I use Google Map to navigate to the address given by the Uber app. In the last few weeks it keeps navigating me to the back of houses, side of buildings etc. not where the addresses are. Does anyone know what is the best way to avoid this? Obviously I can ignore the last directions on Google map but would hate to keep looking at the phone for the pin of the location and navigating myself while Google map is yaking at me with directions!


----------



## Backdash (Jan 28, 2015)

Those are pin drops in buildings or in a back area. The backyard or inside drop can give the correct (or incorrect) address but Google Maps will try to get as close to the pin drop as possible which might route you to somewhere other than the front door.

So if the address is 666 Demon Pax street but Gmaps wants you to go to the back or side or wherever don't. Go to the address front door location.


----------



## elelegido (Sep 24, 2014)

Transportador said:


> I use Google Map to navigate to the address given by the Uber app. In the last few weeks it keeps navigating me to the back of houses, side of buildings etc. not where the addresses are. Does anyone know what is the best way to avoid this?
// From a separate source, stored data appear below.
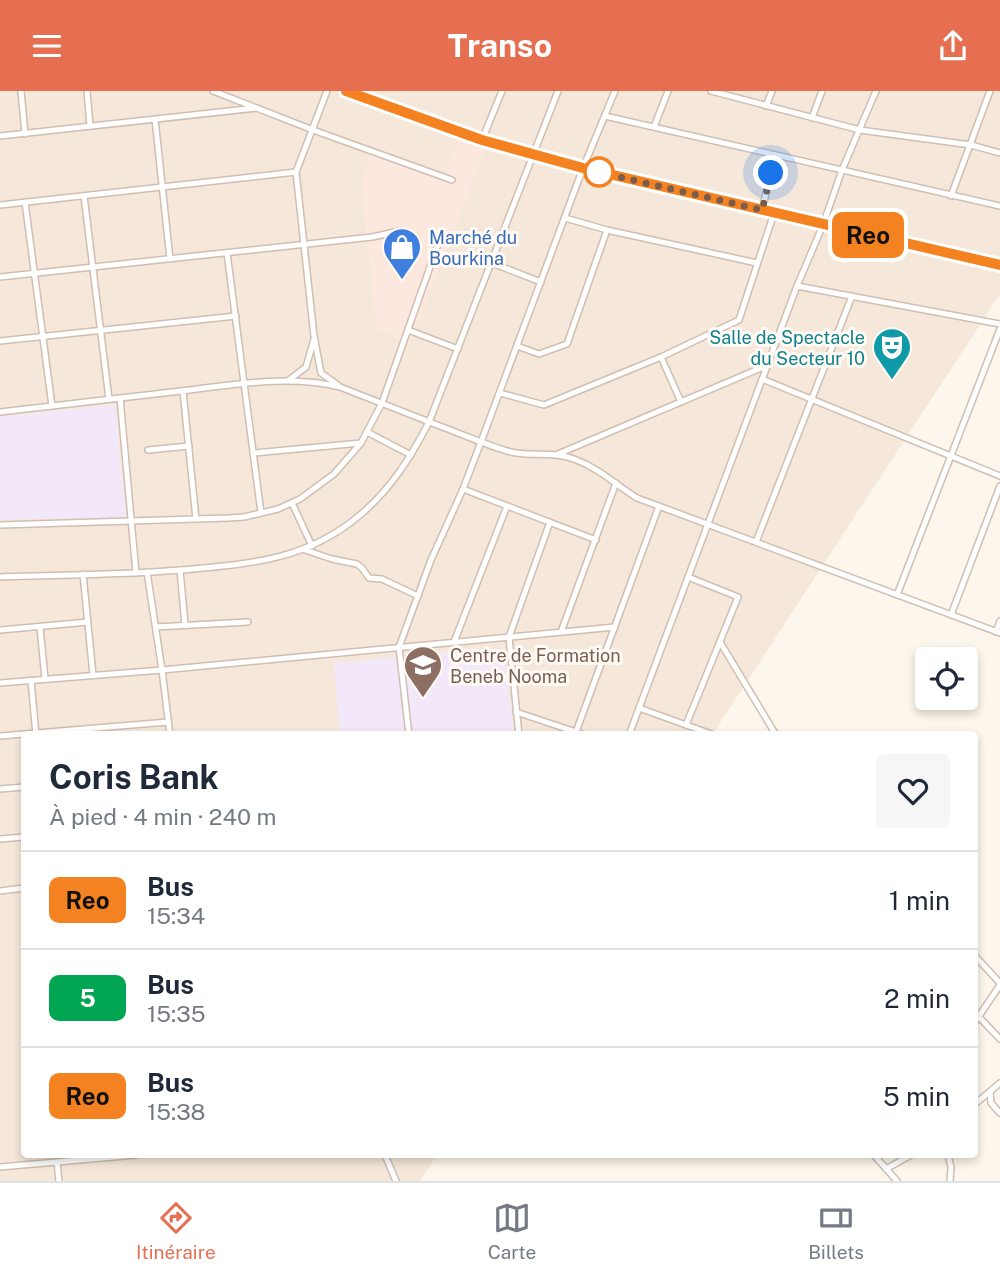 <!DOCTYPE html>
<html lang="fr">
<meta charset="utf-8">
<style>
body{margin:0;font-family:"Public Sans",sans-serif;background:#f6f6f7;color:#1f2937;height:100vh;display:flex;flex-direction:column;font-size:26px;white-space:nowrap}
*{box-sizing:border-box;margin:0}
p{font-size:23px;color:#747a83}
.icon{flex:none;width:38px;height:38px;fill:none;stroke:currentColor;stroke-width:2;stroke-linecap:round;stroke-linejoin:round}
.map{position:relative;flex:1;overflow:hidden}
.sheet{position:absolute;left:21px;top:640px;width:957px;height:427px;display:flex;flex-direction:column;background:#fff;border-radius:7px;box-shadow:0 4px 10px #0003}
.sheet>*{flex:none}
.badge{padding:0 14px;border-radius:10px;font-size:24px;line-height:46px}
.fabs{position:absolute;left:915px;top:556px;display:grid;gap:14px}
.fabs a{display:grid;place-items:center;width:63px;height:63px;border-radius:7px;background:#fff;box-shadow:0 4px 10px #0003;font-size:35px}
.you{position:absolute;width:35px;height:35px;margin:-18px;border:5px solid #fff;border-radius:50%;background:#1a73e8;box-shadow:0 0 0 10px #1a73e833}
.map>.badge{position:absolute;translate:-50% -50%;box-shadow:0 0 0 4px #fff}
.round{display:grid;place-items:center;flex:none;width:74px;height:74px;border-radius:7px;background:#f6f6f7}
.headline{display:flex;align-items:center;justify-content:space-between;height:119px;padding:0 28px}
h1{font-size:33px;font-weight:700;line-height:52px}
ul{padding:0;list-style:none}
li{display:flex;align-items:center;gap:21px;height:98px;padding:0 28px;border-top:2px solid #e0e1e3}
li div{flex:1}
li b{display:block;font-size:26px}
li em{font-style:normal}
li .badge{min-width:77px;font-weight:700;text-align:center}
header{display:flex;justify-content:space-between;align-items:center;height:91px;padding:0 28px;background:#e76f51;color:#fff;font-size:32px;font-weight:700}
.dock{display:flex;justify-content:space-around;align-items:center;height:98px;border-top:2px solid #e0e1e3;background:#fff;font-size:19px;color:#747a83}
.dock a{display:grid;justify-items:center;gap:4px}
.dock .selected{color:#e76f51}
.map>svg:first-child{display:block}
.residential{fill:#f5e8da}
.commercial{fill:#fde8e0}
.education{fill:#f3e8fa}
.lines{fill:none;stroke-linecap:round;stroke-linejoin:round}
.minor-casing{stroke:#d1beb0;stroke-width:8}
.major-casing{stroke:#dad1cd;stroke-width:10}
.minor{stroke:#fff;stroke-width:5}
.major{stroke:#fbd9a5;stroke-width:7}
.line-casing{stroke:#fff;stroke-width:16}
.line{stroke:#f58220;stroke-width:10}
.walk{stroke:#7a5c4d;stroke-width:7;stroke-dasharray:0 12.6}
.stop-dot{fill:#fff;stroke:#f58220;stroke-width:3.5}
.labels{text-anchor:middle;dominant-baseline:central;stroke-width:6;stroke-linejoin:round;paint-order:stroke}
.shop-label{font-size:18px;fill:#366cbe;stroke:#fffaf3;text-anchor:start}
.culture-label{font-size:18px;fill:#0d838f;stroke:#fffaf3;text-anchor:end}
.education-label{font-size:18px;fill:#785e54;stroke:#fffaf3;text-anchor:start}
</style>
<header><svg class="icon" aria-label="menu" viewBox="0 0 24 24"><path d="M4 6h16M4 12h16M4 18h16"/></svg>Transo<svg class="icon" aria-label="share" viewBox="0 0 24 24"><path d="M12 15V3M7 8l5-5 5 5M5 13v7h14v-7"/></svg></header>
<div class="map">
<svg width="1000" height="1090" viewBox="0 0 1000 1090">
<rect width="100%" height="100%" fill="#fdf6ec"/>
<!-- residential -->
<polygon class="residential" points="0,0 1000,0 1000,203 712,644 24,644 24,1064 437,1064 420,1090 0,1090"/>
<!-- commercial -->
<polygon class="commercial" points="460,44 487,54 410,252 376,237 362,92 370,62 443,88"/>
<!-- education -->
<g class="education">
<polygon points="115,313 126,426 0,429 0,326"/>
<polygon points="500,557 504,562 514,644 340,644 334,572"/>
</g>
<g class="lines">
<defs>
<g id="minor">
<polyline points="21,0 25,43"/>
<polyline points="87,0 90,35"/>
<polyline points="213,0 313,39 452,89"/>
<polyline points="327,0 296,81 314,245 321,282 338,294"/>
<polyline points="711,0 860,39 971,54 1000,62"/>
<polyline points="766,15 772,0"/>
<polyline points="605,25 1000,115"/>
<polyline points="812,27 822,0"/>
<polyline points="155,28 170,168"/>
<polyline points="654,36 668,0"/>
<polyline points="0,45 257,17"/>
<polyline points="482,49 502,0"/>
<polyline points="84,105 109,308"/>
<polyline points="951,105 990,0"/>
<polyline points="25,111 52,315"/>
<polyline points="0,114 296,81"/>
<polyline points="762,119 775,64"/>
<polyline points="565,127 607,139 757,172"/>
<polyline points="227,162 261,422"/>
<polyline points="492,172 541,191"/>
<polyline points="0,186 372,146 400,140"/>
<polyline points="797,195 1000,233"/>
<polyline points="408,239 458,258"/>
<polyline points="0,250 236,225"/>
<polyline points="517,255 539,263 567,253 607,139"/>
<polyline points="661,266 681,311"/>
<polyline points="762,288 1000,385"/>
<polyline points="289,289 306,276 314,248"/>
<polyline points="183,300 196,428"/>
<polyline points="500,302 544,314 661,266 739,229 774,122"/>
<polyline points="120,307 136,482"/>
<path d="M0,321c60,-7 121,-14 181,-21 52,-6 107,-17 159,-4 35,14 70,27 105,41 22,8 43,18 66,24 22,5 41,-1 63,7 27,10 40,25 63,39l363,135"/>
<polyline points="367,341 411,364"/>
<polyline points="148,359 189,355"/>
<polyline points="253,362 361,352"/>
<polyline points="558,363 768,274"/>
<polyline points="463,398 596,449"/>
<polyline points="292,412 312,455"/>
<polyline points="0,434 228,427 244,426 278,418 300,408 334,383 361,352 382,312 442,142"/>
<polyline points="756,451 852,205"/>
<polyline points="302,458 332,468 357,473 362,477 369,487 382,488 418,505"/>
<polyline points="180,479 185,534"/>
<polyline points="147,481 162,579 170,644"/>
<polyline points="83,483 93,584"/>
<path d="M0,486c60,-2 121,-2 181,-7 67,-6 125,-9 179,-55 31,-26 51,-58 69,-93l129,-331"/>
<polyline points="897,504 1000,238"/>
<polyline points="951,524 1000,395"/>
<polyline points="40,536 45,588"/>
<polyline points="156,536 248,531"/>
<polyline points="0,539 88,531"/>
<polyline points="561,541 616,392"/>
<polyline points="996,541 1000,530"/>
<polyline points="454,551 507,415"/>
<polyline points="720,551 776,644"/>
<polyline points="31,589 36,644"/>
<polyline points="0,592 162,579 615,536"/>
<polyline points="639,617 714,644"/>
<polyline points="516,621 585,644"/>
<polyline points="686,634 738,506 688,486"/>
<polyline points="576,641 659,415"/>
<polyline points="409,644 399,556 431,469 463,398 481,351 583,77 615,0"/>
<polyline points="519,644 509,546 550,431"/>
<polyline points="629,644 797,195 823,134 842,79 876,0"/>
<polyline points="0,645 168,631"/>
<polyline points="0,698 24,696"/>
<polyline points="0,748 24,746"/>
<polyline points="0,800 24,797"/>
<polyline points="975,865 1000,892"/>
<polyline points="979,926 1000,948"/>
<polyline points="975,931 1000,894"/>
<polyline points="990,1001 991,1012 1000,1022"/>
<polyline points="975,1013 1000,992"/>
<polyline points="385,1064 396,1090"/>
<polyline points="874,1064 897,1090"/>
<polyline points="948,1064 951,1076 950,1090"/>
<polyline points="57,1071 59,1090"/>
<polyline points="0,1076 136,1064"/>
<polyline points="886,1078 911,1064"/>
</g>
<polyline id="major" points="346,0 482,49 583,77 1000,174"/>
</defs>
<!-- minor casing -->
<use href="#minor" class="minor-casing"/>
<!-- major casing -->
<use href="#major" class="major-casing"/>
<!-- minor -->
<use href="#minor" class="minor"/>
<!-- major -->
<use href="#major" class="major"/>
</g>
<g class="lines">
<defs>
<polyline id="line" points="346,0 482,49 583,77 1000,174"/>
</defs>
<!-- line casing -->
<use href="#line" class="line-casing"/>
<!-- line -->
<use href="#line" class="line"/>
<!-- walk -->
<polyline class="walk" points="599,81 598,81 762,119 771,82"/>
</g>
<!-- icons -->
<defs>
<symbol id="shop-pin" viewBox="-11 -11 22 30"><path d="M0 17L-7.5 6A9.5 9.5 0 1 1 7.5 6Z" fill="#3f7fe0" stroke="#fffaf3"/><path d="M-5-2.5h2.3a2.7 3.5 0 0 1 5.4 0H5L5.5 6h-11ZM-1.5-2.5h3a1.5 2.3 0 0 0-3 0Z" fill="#fff"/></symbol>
<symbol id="theatre-pin" viewBox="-11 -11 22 30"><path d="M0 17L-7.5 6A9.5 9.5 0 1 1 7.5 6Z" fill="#0f9aa8" stroke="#fffaf3"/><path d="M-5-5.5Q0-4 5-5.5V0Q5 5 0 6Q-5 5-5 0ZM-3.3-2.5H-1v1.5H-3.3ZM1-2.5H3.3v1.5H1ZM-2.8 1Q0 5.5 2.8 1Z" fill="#fff"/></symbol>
<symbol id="school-pin" viewBox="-11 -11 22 30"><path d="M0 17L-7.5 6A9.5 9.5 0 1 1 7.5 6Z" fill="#8d6e63" stroke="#fffaf3"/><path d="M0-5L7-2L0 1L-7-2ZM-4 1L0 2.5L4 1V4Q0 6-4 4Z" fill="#fff"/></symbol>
</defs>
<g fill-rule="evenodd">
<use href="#shop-pin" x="380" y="134" width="44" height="60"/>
<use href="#theatre-pin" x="870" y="234" width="44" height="60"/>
<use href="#school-pin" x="401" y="552" width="44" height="60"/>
</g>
<!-- markers -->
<circle class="stop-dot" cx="599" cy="81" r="14"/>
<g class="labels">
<!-- shop labels -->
<g class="shop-label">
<text x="429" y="146">Marché du<tspan x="429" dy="21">Bourkina</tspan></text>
</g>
<!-- culture labels -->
<g class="culture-label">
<text x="865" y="246">Salle de Spectacle<tspan x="865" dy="21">du Secteur 10</tspan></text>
</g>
<!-- education labels -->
<g class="education-label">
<text x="450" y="564">Centre de Formation<tspan x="450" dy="21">Beneb Nooma</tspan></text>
</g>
</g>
</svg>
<div class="fabs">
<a><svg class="icon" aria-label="locate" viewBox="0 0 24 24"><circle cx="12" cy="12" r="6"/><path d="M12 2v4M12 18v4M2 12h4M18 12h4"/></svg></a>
</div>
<div class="you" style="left:771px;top:82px"></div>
<b class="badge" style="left:868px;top:144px;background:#f58220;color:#111">Reo</b>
<section class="sheet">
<div class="headline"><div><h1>Coris Bank</h1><p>À pied · 4 min · 240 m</p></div><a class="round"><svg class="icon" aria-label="heart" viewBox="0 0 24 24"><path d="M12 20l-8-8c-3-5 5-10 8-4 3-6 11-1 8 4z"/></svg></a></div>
<ul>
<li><span class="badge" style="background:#f58220;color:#111">Reo</span><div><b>Bus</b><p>15:34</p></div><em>1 min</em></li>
<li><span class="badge" style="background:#00a651;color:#fff">5</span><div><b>Bus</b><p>15:35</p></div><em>2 min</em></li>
<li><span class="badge" style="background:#f58220;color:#111">Reo</span><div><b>Bus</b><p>15:38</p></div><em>5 min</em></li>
</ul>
</section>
</div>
<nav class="dock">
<a class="selected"><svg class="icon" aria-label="directions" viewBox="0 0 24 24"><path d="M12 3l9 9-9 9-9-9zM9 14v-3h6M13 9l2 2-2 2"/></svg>Itinéraire</a>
<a><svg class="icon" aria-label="map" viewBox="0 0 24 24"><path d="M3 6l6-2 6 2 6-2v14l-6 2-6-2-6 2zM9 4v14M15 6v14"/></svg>Carte</a>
<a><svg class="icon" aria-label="tickets" viewBox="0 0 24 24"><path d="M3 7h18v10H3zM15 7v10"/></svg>Billets</a>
</nav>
Obviously I can ignore the last directions on Google map but would hate to keep looking at the phone for the pin of the location and navigating myself while Google map is yaking at me with directions!


This is a most perplexing issue.


----------



## DocT (Jul 16, 2015)

I get the back-of-the-house pin drops as well. Just do as Backdash recommends and go to the front of the house (main door/driveway) for the actual pick-up and you'll be fine.


----------



## Claw Dogs (Jul 7, 2015)

Transportador said:


> I use Google Map to navigate to the address given by the Uber app. In the last few weeks it keeps navigating me to the back of houses, side of buildings etc. not where the addresses are. Does anyone know what is the best way to avoid this? Obviously I can ignore the last directions on Google map but would hate to keep looking at the phone for the pin of the location and navigating myself while Google map is yaking at me with directions!


I started using Waze a few months back and I find it more accurate. I'm not sure but I think depends on how the PAX pins the pickup location.


----------



## Transportador (Sep 15, 2015)

Thanks to all of you for replying. I found out that the Uber Rider App is not so accurate in defining the pick up location, depending on how the passenger uses the app. Even when they use the pin drop, in certain areas the GPS signal is not accurate. Guess I just have to keep contacting the pax for accurate locations when needed. It just takes extra time and effort!


----------